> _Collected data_
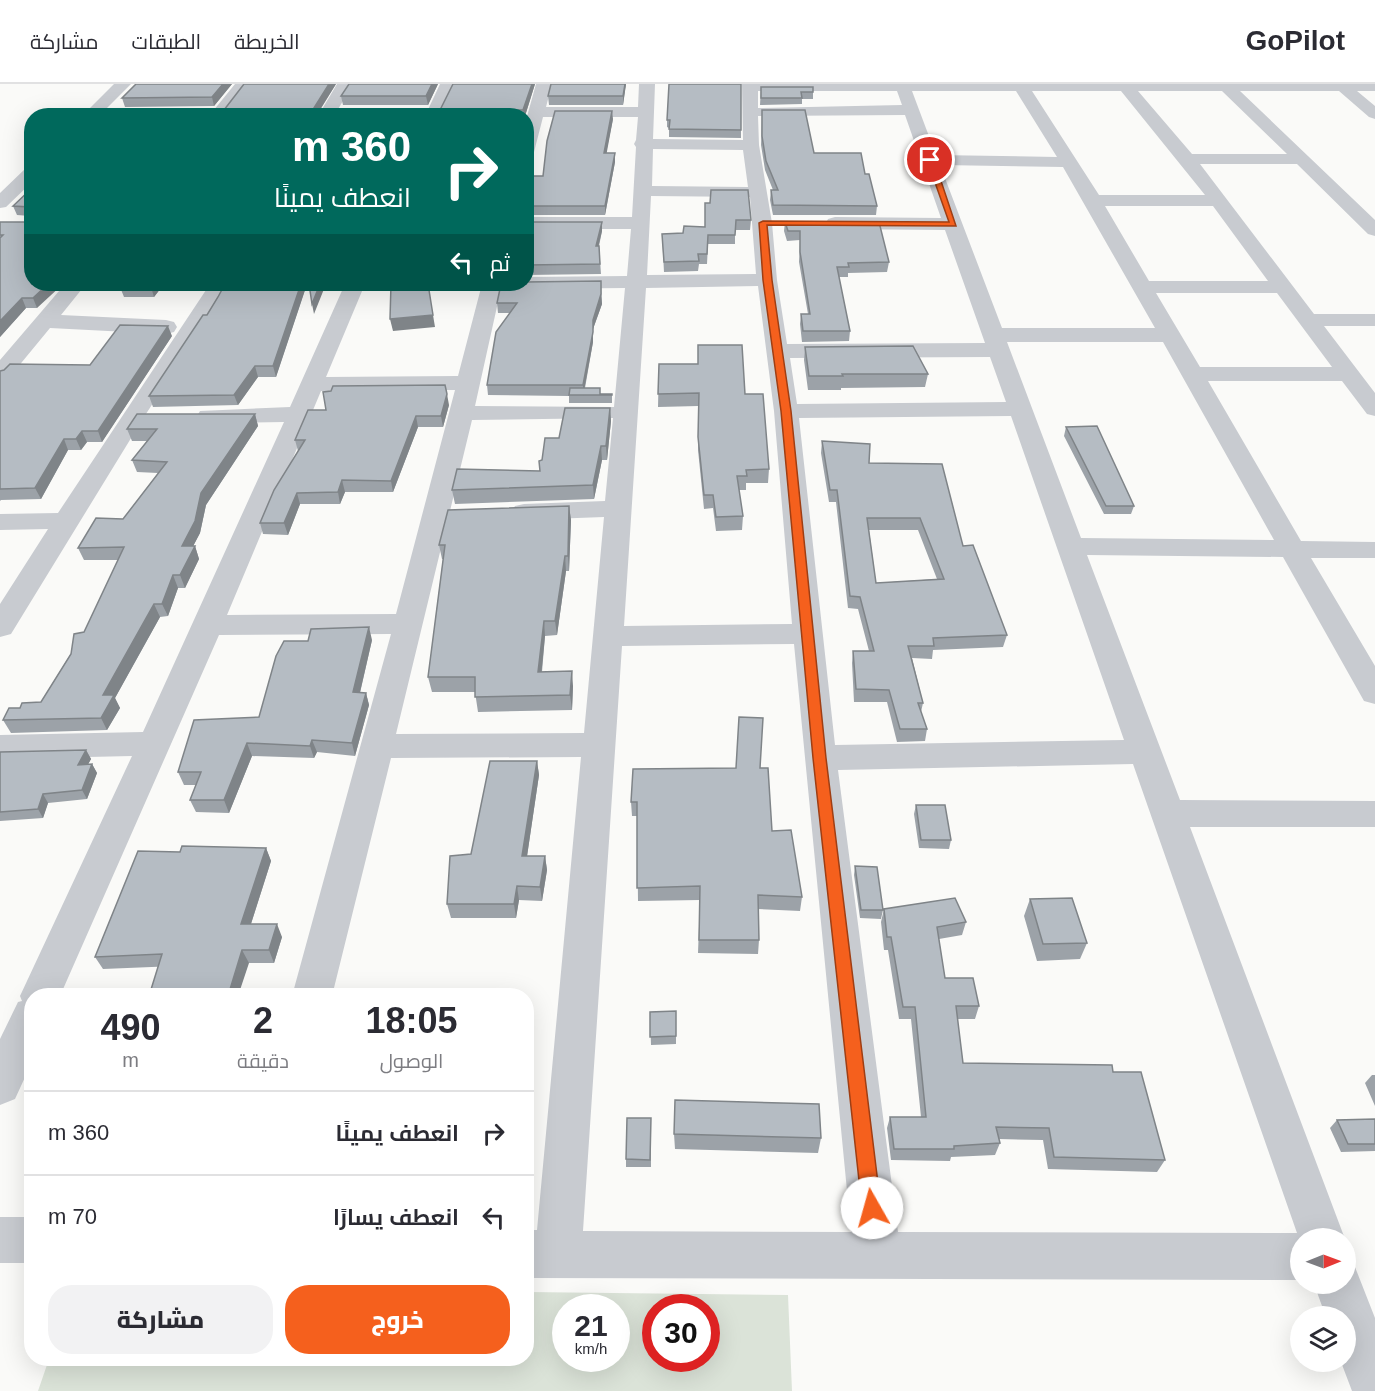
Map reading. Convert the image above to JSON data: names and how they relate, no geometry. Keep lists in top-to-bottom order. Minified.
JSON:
{"north":"right","page":{"header":"GoPilot","nav":["الخريطة","الطبقات","مشاركة"],"turn":["360 m","انعطف يمينًا"],"then":"ثم","eta":["18:05","الوصول","2","دقيقة","490","m"],"list":[{"name":"انعطف يمينًا","value":"360 m"},{"name":"انعطف يسارًا","value":"70 m"}],"buttons":["خروج","مشاركة"],"speed":"21 km/h","limit":"30"}}
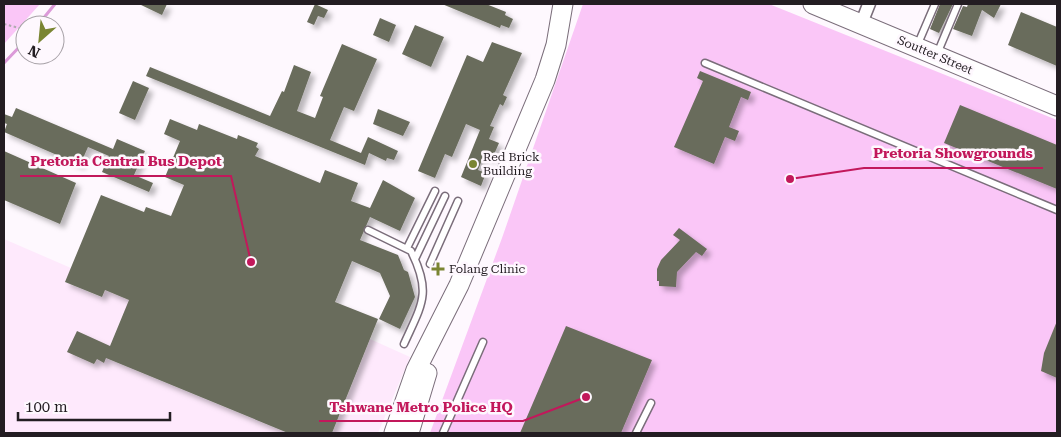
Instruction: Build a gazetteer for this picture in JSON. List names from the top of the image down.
{
  "streets": {
    "main road": ["Soutter Street"]
  },
  "places": {
    "other": [
      "Red Brick Building",
      "Pretoria Showgrounds",
      "Pretoria Central Bus Depot",
      "Tshwane Metro Police HQ"
    ],
    "health": ["Folang Clinic"]
  },
  "scale_bar": "100 m",
  "north": "bottom left"
}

> _Your task_
All of the entries above should be copied exactly, except for the pictures.

> _Result for this exercise_
Map reading. Convert the image above to JSON data: names and how they relate, no geometry. Keep lists in top-to-bottom order. Minified.
JSON:
{"north":"right","page":{"header":"GoPilot","nav":["الخريطة","الطبقات","مشاركة"],"turn":["360 m","انعطف يمينًا"],"then":"ثم","eta":["18:05","الوصول","2","دقيقة","490","m"],"list":[{"name":"انعطف يمينًا","value":"360 m"},{"name":"انعطف يسارًا","value":"70 m"}],"buttons":["خروج","مشاركة"],"speed":"21 km/h","limit":"30"}}
Instruction: Build a gazetteer for this picture in JSON. List names from the top of the image down.
{
  "streets": {
    "main road": ["Soutter Street"]
  },
  "places": {
    "other": [
      "Red Brick Building",
      "Pretoria Showgrounds",
      "Pretoria Central Bus Depot",
      "Tshwane Metro Police HQ"
    ],
    "health": ["Folang Clinic"]
  },
  "scale_bar": "100 m",
  "north": "bottom left"
}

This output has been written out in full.